The tool currently supports PyTorch Dataloader iterators and other similar Python iterators (e.g.
iterators from the NVIDIA DALI library).
For PyTorch dataloaders, `benchy.torch.BenchmarkDataLoader` can be used as a stand-in replacement as follows:
* Using `torch.utils.data.DataLoader`:
```
from torch.utils.data import DataLoader
train_loader = DataLoader(dataset, batch_size)
```
* Using `benchy.torch.BenchmarkDataLoader`:
```
from benchy.torch import BenchmarkDataLoader
train_loader = BenchmarkDataLoader(dataset, batch_size)
```

For other Python iterators, you can use `benchy.torch.BenchmarkGenericIteratorWrapper` as follows:
```
train_loader = CustomDataLoader(dataset, batch_size)
train_loader = benchy.torch.BenchmarkGenericIteratorWrapper(train_loader, batch_size)
```

With this in place, `benchy` will override the dataloader behavior to generate throughput numbers for the `IO`,
`SYNTHETIC`, and `FULL` scenarios. At the end of a successful run with this tool, a summary will be printed to
the terminal reporting the measured throughputs:
```
BENCHY::SUMMARY::IO average throughput: 8.808 +/- 0.132
BENCHY::SUMMARY:: SYNTHETIC average throughput: 19.253 +/- 0.035
BENCHY::SUMMARY::FULL average throughput: 8.465 +/- 0.211
```
Additionally, a JSON file will be output containing measured throughput values for postprocessing/plotting.

See `sample_benchy_conf.yaml` for available configuration options (e.g. number of trials to run, report frequency, etc.) and
`benchy/__init__.py:_get_default_config` for defaults. To override defaults, set environment variable
`BENCHY_CONFIG_FILE=<your modified configfile>` when running.
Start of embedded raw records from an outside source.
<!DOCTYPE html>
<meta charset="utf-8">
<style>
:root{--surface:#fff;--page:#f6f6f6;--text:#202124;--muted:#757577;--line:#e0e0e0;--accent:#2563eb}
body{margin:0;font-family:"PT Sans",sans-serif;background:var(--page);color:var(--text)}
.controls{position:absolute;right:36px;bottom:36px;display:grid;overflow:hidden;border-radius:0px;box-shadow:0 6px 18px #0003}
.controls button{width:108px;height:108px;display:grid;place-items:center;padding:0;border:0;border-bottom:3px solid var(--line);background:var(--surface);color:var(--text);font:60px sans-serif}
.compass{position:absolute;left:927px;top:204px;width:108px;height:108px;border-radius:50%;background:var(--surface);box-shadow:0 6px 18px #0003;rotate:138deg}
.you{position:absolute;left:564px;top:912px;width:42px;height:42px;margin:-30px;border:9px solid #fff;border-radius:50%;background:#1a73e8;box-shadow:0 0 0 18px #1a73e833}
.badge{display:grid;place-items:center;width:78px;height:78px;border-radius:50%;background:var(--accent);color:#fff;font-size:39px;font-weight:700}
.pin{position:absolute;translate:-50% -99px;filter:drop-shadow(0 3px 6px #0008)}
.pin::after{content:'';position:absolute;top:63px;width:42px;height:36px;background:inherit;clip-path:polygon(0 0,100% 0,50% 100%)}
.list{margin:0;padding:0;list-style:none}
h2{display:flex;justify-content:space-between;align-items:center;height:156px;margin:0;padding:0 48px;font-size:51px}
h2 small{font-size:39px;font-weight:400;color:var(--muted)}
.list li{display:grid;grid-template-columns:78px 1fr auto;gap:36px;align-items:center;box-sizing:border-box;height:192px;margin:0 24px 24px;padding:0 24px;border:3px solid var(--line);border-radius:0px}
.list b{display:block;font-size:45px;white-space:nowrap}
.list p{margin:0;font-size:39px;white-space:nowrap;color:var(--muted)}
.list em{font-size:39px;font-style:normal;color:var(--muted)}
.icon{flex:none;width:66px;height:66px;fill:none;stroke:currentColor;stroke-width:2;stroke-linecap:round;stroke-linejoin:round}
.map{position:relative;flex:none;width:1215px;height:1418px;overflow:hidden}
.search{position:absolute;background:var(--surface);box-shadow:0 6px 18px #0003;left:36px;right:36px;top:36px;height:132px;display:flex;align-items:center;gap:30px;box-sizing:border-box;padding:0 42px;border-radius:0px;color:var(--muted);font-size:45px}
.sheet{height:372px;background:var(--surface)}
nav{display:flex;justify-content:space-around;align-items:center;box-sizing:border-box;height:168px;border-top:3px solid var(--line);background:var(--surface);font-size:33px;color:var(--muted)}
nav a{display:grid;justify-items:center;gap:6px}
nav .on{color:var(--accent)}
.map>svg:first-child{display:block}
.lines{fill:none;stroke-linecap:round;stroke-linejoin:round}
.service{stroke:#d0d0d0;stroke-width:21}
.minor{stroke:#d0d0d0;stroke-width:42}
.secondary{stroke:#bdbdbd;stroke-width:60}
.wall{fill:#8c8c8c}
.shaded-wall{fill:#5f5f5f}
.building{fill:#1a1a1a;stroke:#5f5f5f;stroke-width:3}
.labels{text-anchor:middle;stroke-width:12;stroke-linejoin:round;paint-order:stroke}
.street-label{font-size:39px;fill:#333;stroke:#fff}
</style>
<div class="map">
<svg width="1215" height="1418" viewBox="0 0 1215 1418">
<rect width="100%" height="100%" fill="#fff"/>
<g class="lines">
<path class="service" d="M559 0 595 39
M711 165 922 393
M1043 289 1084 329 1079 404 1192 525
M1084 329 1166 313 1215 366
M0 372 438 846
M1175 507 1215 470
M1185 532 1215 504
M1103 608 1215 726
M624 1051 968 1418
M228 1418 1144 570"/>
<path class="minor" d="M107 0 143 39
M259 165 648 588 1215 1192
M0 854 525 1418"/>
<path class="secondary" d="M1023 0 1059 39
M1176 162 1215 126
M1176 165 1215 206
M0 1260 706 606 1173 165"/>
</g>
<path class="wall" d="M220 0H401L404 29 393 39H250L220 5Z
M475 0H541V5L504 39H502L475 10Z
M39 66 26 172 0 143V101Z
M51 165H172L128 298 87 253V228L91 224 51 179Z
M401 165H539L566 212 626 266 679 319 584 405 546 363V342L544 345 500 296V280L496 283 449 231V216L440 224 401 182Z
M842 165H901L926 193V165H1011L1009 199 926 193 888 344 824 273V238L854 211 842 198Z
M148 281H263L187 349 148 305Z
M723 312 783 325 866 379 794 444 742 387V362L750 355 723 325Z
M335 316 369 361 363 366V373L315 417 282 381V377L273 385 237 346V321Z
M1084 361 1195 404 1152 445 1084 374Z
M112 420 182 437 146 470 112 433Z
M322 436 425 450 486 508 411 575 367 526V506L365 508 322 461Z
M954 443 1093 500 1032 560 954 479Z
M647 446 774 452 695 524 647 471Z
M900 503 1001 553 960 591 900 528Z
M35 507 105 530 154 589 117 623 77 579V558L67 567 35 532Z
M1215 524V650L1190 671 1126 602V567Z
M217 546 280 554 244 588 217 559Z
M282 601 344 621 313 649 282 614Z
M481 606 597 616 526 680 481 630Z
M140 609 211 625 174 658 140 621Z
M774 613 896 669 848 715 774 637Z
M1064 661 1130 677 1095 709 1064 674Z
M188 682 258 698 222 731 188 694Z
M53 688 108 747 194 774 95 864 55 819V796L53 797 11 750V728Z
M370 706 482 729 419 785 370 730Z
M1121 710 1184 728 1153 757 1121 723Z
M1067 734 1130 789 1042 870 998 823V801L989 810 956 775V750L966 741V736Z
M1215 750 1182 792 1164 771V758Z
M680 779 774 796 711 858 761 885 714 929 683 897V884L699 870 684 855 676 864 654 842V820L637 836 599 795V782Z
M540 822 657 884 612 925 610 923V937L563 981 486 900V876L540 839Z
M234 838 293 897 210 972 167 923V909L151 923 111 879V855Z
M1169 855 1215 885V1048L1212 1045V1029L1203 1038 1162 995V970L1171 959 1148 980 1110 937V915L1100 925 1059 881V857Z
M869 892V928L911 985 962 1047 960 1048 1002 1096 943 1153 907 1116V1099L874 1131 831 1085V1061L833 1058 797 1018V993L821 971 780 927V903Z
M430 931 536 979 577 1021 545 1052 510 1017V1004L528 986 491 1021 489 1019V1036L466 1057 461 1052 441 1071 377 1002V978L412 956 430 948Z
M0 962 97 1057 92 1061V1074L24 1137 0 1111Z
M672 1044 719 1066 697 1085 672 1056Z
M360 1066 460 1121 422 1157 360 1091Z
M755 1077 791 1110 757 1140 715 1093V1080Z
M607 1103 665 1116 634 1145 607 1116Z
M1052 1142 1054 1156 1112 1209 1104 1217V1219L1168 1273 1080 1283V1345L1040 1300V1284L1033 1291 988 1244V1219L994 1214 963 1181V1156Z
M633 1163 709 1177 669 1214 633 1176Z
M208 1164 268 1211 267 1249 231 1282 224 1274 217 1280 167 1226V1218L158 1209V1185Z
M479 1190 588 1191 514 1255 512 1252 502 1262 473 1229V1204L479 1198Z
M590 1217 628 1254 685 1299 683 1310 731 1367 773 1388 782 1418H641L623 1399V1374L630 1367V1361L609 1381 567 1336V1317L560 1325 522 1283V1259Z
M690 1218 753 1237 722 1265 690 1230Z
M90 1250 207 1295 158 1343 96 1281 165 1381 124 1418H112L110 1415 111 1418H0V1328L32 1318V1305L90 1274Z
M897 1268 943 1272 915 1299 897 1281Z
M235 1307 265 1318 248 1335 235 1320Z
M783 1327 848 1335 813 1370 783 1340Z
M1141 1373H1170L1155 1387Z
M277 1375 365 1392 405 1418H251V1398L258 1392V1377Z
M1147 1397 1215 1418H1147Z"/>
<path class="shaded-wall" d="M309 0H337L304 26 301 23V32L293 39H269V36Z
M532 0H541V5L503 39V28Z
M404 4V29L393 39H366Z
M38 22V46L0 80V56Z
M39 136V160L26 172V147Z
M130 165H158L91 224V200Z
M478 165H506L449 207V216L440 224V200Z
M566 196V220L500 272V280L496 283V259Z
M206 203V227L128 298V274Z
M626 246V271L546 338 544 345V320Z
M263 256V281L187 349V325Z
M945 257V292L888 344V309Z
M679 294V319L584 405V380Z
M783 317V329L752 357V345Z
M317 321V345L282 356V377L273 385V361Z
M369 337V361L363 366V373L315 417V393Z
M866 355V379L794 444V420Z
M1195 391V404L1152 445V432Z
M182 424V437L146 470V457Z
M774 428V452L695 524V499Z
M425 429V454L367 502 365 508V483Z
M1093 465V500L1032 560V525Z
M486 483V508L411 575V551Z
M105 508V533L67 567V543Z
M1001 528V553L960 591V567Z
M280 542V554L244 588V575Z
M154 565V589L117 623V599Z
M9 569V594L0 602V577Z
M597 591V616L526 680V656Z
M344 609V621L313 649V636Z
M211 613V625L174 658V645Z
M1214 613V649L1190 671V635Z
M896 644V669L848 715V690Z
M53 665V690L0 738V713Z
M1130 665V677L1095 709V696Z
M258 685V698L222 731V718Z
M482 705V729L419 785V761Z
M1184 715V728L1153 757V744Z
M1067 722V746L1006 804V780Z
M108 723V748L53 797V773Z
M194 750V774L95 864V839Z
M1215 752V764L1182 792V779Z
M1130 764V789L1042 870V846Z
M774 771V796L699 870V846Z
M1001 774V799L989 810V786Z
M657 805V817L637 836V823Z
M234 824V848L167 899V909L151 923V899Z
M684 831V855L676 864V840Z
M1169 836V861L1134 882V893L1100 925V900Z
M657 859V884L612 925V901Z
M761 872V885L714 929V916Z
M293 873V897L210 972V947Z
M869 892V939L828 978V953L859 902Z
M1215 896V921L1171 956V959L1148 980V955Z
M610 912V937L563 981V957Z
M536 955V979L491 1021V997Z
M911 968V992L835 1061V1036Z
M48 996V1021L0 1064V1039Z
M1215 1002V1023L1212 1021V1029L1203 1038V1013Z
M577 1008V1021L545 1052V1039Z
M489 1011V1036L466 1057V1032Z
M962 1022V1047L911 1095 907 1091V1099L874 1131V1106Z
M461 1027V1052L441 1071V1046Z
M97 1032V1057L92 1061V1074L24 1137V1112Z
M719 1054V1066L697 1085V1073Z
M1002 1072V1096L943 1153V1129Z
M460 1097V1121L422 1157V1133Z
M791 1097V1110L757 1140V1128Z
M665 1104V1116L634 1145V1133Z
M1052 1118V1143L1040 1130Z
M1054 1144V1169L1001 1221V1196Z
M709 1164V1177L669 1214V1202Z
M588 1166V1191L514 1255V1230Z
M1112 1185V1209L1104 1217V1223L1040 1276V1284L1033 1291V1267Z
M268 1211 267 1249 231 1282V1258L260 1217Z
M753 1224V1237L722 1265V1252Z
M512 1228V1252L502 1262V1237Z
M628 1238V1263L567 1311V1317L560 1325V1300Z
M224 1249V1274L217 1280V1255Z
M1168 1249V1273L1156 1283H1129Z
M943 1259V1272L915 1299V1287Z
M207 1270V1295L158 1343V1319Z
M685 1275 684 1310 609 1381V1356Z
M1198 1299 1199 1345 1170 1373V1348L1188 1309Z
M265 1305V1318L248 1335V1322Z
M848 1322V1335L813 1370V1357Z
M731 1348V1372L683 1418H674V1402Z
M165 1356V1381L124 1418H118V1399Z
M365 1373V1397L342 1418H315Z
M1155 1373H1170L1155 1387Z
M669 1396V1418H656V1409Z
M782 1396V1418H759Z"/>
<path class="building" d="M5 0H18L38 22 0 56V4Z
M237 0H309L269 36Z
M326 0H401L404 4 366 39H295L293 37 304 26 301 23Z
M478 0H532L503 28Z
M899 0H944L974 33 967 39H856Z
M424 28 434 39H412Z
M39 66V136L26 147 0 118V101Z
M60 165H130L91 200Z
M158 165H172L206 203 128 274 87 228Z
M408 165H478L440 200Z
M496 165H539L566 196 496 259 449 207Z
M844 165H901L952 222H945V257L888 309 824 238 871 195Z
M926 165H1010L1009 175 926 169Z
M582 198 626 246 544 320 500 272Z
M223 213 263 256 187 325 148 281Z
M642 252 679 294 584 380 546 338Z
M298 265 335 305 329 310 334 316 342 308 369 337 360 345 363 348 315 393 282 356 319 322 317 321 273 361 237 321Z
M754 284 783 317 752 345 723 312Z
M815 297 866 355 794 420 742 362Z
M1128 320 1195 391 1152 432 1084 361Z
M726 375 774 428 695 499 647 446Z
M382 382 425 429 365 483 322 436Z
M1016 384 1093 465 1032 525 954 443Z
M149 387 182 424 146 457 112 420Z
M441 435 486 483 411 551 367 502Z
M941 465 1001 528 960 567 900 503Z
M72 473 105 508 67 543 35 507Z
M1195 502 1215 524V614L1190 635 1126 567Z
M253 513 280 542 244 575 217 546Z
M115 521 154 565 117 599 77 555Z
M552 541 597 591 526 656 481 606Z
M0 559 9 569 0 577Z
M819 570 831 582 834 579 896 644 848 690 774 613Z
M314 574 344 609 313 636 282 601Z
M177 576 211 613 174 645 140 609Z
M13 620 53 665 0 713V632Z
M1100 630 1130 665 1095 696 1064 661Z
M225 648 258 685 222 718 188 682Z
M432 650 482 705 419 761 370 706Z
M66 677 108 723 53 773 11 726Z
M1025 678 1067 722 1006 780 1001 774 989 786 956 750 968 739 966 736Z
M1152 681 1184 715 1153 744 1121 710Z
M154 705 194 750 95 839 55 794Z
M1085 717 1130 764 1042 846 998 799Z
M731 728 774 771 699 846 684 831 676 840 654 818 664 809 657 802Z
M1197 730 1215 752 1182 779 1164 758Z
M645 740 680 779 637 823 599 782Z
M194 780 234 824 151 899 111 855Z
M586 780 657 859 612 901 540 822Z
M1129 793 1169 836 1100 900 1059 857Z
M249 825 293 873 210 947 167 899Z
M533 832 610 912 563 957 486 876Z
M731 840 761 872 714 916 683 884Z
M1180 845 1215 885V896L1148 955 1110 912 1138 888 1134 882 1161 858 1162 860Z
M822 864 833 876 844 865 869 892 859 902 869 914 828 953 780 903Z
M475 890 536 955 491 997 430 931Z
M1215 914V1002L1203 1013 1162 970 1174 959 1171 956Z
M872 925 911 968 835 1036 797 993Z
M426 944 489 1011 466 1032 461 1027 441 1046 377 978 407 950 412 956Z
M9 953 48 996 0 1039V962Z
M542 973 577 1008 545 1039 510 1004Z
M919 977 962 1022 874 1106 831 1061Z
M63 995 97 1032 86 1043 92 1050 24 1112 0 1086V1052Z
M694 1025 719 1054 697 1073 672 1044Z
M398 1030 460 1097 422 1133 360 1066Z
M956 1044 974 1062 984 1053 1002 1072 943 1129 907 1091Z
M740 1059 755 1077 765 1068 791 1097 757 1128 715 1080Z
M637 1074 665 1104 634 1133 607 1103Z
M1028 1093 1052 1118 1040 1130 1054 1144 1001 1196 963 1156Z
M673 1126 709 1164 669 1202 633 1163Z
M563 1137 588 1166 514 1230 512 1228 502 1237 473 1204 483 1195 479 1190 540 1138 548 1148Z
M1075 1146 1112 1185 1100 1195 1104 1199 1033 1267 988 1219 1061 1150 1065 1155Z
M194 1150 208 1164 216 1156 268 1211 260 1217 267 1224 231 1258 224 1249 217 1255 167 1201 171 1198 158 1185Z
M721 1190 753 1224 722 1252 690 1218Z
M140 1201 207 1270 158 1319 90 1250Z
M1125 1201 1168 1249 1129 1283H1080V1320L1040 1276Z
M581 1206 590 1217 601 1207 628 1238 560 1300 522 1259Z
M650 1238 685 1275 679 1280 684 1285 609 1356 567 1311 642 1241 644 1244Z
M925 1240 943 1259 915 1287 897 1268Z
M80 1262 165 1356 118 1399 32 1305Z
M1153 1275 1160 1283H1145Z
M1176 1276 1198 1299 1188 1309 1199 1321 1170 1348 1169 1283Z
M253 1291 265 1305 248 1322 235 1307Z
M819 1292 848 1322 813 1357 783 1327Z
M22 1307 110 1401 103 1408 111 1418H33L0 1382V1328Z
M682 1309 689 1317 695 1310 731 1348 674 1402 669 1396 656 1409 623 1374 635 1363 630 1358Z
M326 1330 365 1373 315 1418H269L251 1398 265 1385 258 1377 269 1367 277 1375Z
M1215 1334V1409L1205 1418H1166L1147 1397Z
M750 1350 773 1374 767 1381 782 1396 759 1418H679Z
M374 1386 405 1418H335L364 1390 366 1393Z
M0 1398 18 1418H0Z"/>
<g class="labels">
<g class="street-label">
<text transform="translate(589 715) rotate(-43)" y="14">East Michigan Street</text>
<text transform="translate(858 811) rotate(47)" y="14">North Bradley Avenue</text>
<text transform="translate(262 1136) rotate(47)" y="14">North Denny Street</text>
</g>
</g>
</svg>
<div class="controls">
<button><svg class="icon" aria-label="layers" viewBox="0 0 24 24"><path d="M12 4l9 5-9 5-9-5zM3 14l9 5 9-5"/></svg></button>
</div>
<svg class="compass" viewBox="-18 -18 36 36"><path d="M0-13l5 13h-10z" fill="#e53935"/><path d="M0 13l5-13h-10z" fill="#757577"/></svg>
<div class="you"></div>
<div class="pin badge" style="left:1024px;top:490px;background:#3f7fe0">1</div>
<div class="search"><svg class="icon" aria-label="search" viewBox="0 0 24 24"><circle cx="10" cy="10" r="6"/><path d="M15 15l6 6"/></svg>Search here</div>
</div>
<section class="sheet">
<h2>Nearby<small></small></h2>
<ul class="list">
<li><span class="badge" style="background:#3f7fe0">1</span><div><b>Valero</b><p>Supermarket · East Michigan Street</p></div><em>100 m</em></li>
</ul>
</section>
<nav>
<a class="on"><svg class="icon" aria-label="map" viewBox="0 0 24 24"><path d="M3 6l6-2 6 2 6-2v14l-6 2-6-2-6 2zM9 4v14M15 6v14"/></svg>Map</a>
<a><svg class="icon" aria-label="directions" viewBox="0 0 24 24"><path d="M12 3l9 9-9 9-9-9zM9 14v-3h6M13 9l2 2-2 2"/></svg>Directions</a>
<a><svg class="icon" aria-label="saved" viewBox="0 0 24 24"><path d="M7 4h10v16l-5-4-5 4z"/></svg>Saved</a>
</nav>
Note that each trial in `benchy` acts like a full training epoch in your script. For correct behavior, set your training
options to perform enough epochs to cover the number of trial and warmup trials requested in your configuration.

## Profiling
Besides throughput measurements, `benchy` also has useful features for NVIDIA Nsight Systems command-line profiling (`nsys profile`):
1. Adds NVTX annotations to label training iterations, data loading time, and the duration of the different measured trials.
2. Controls if profiling is started on a single or all GPUs when used with the `--capture-range cudaProfilerApi` flag (see `profiler_mode` configuration option).
This can be useful when running multi-GPU and you want to limit the profiling output.